- Required work -
All the data below goes into the copy word for word, but the pictures don't.

Start of The data

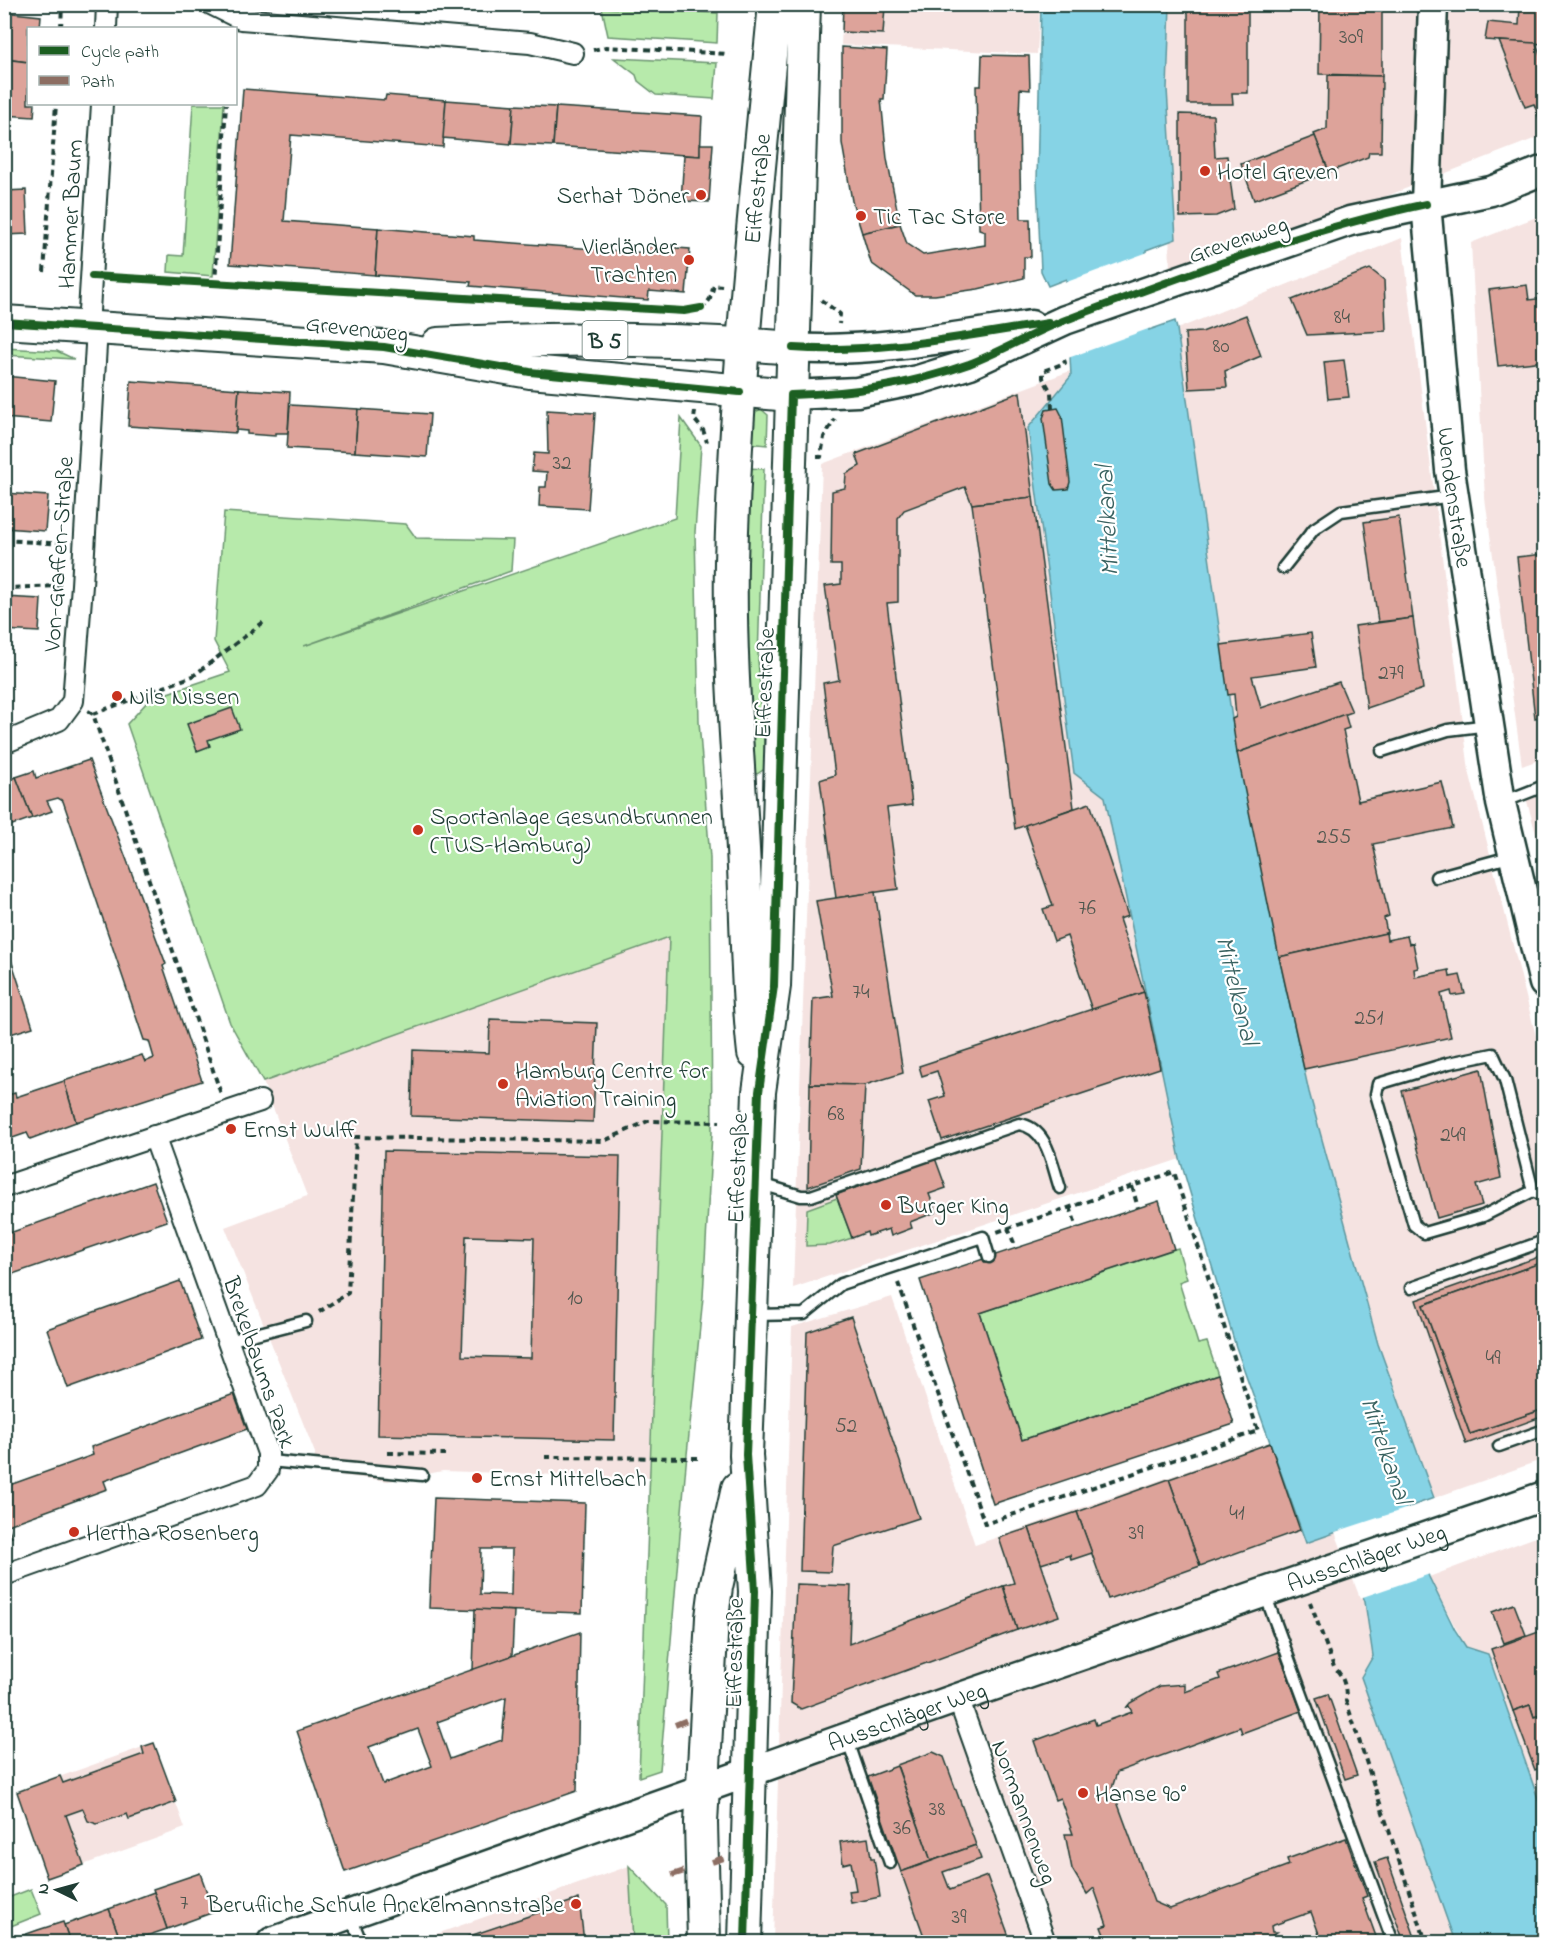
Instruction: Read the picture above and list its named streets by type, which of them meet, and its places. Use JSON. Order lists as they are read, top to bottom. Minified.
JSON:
{"streets":{"main road":["Eiffestraße","Grevenweg","B 5"],"street":["Hammer Baum","Wendenstraße","Von-Graffen-Straße","Brekelbaums Park","Ausschläger Weg","Normannenweg"]},"crossings":[["Eiffestraße","Grevenweg"],["Eiffestraße","Ausschläger Weg"],["Hammer Baum","Grevenweg"],["Hammer Baum","Von-Graffen-Straße"],["Grevenweg","Wendenstraße"],["Grevenweg","Von-Graffen-Straße"],["Ausschläger Weg","Normannenweg"]],"water":["Mittelkanal"],"places":["Hotel Greven","Serhat Döner","Tic Tac Store","Vierländer Trachten","Nils Nissen","Sportanlage Gesundbrunnen (TUS-Hamburg)","Hamburg Centre for Aviation Training","Ernst Wulff","Burger King","Ernst Mittelbach","Hertha Rosenberg","Hanse 90°","Berufliche Schule Anckelmannstraße"],"house_numbers":["309","84","80","32","279","255","76","74","251","68","249","10","49","52","41","39","38","36","7","39"],"legend":["Cycle path","Path"],"north":"left"}
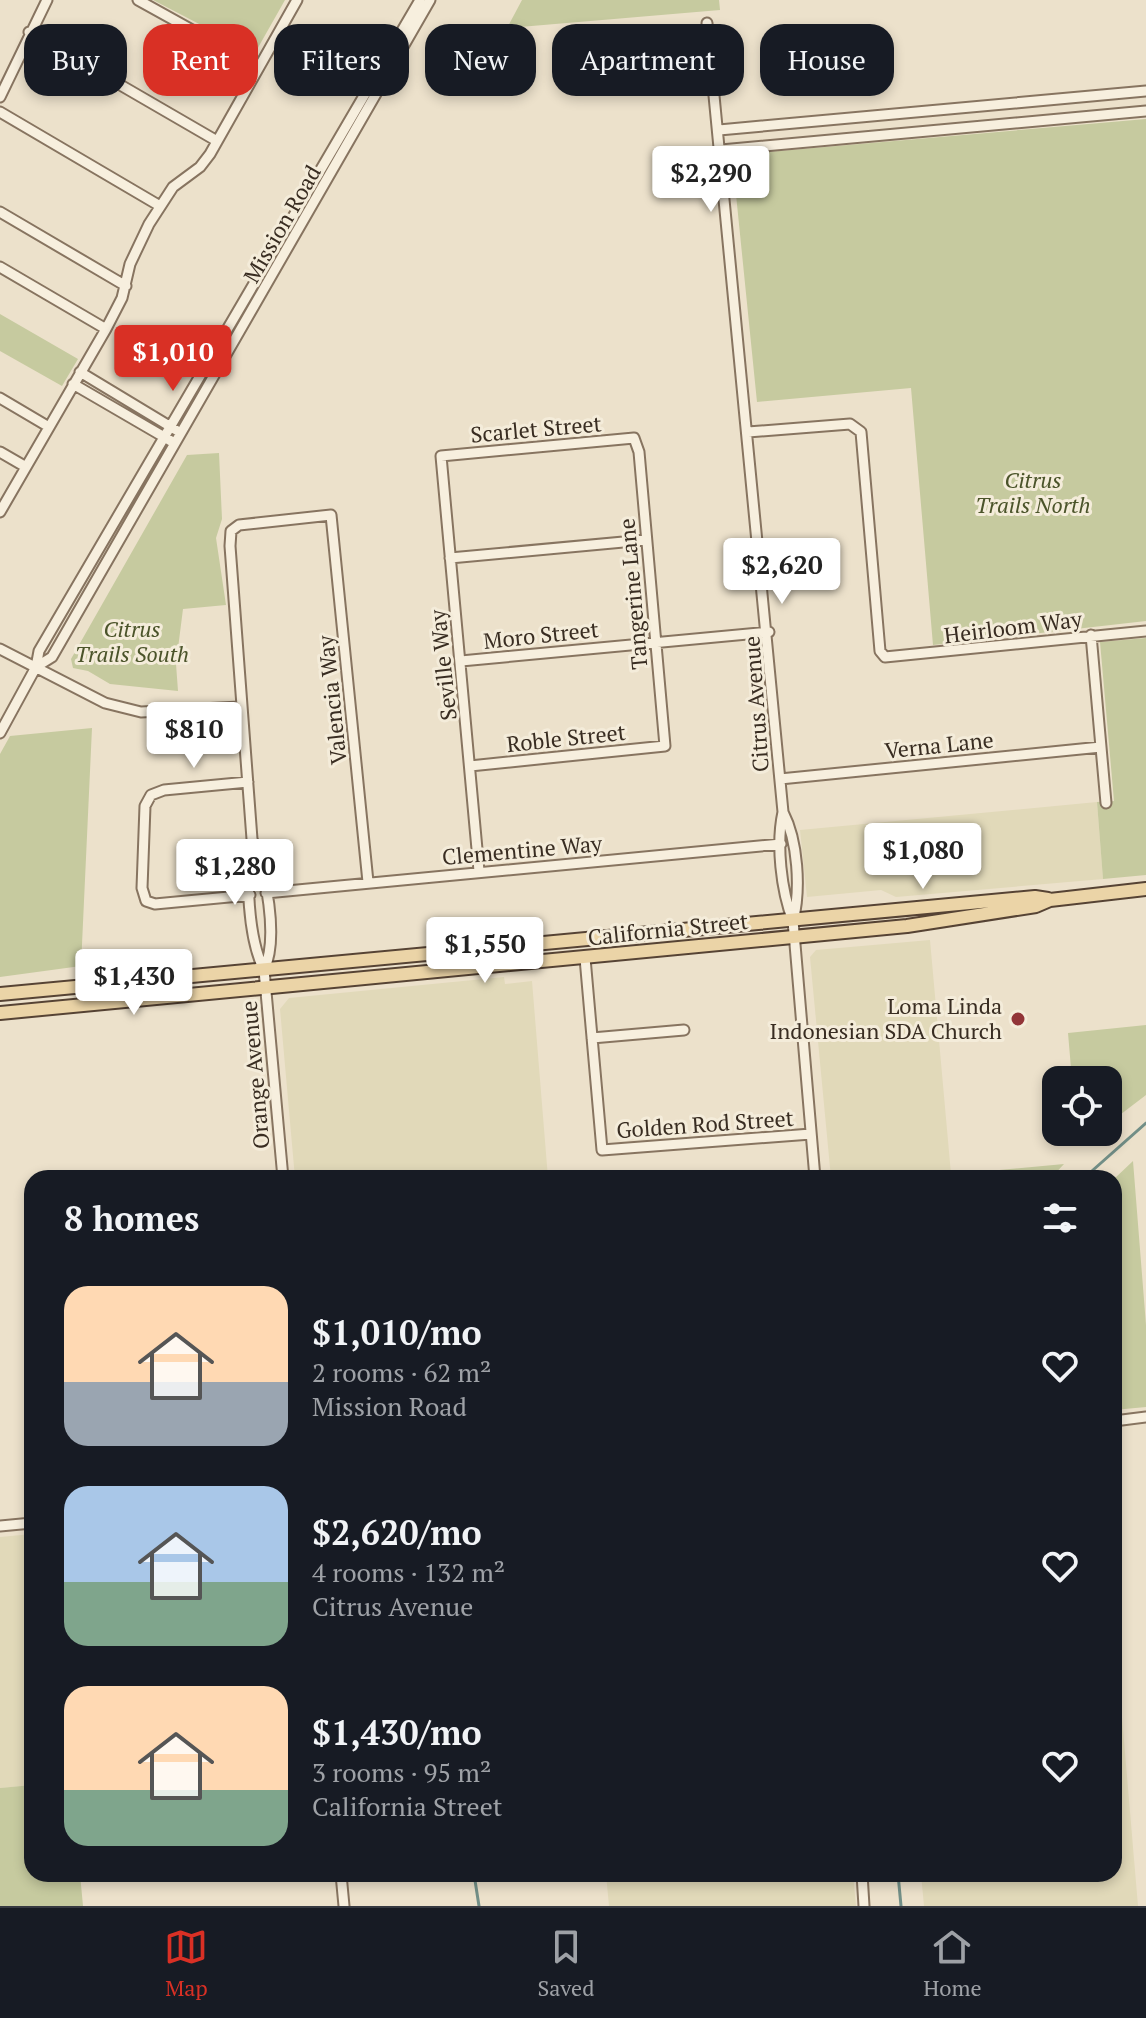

End of The data

- Your response -
Instruction: Read the picture above and list its named streets by type, which of them meet, and its places. Use JSON. Order lists as they are read, top to bottom. Minified.
JSON:
{"streets":{"main road":["Eiffestraße","Grevenweg","B 5"],"street":["Hammer Baum","Wendenstraße","Von-Graffen-Straße","Brekelbaums Park","Ausschläger Weg","Normannenweg"]},"crossings":[["Eiffestraße","Grevenweg"],["Eiffestraße","Ausschläger Weg"],["Hammer Baum","Grevenweg"],["Hammer Baum","Von-Graffen-Straße"],["Grevenweg","Wendenstraße"],["Grevenweg","Von-Graffen-Straße"],["Ausschläger Weg","Normannenweg"]],"water":["Mittelkanal"],"places":["Hotel Greven","Serhat Döner","Tic Tac Store","Vierländer Trachten","Nils Nissen","Sportanlage Gesundbrunnen (TUS-Hamburg)","Hamburg Centre for Aviation Training","Ernst Wulff","Burger King","Ernst Mittelbach","Hertha Rosenberg","Hanse 90°","Berufliche Schule Anckelmannstraße"],"house_numbers":["309","84","80","32","279","255","76","74","251","68","249","10","49","52","41","39","38","36","7","39"],"legend":["Cycle path","Path"],"north":"left"}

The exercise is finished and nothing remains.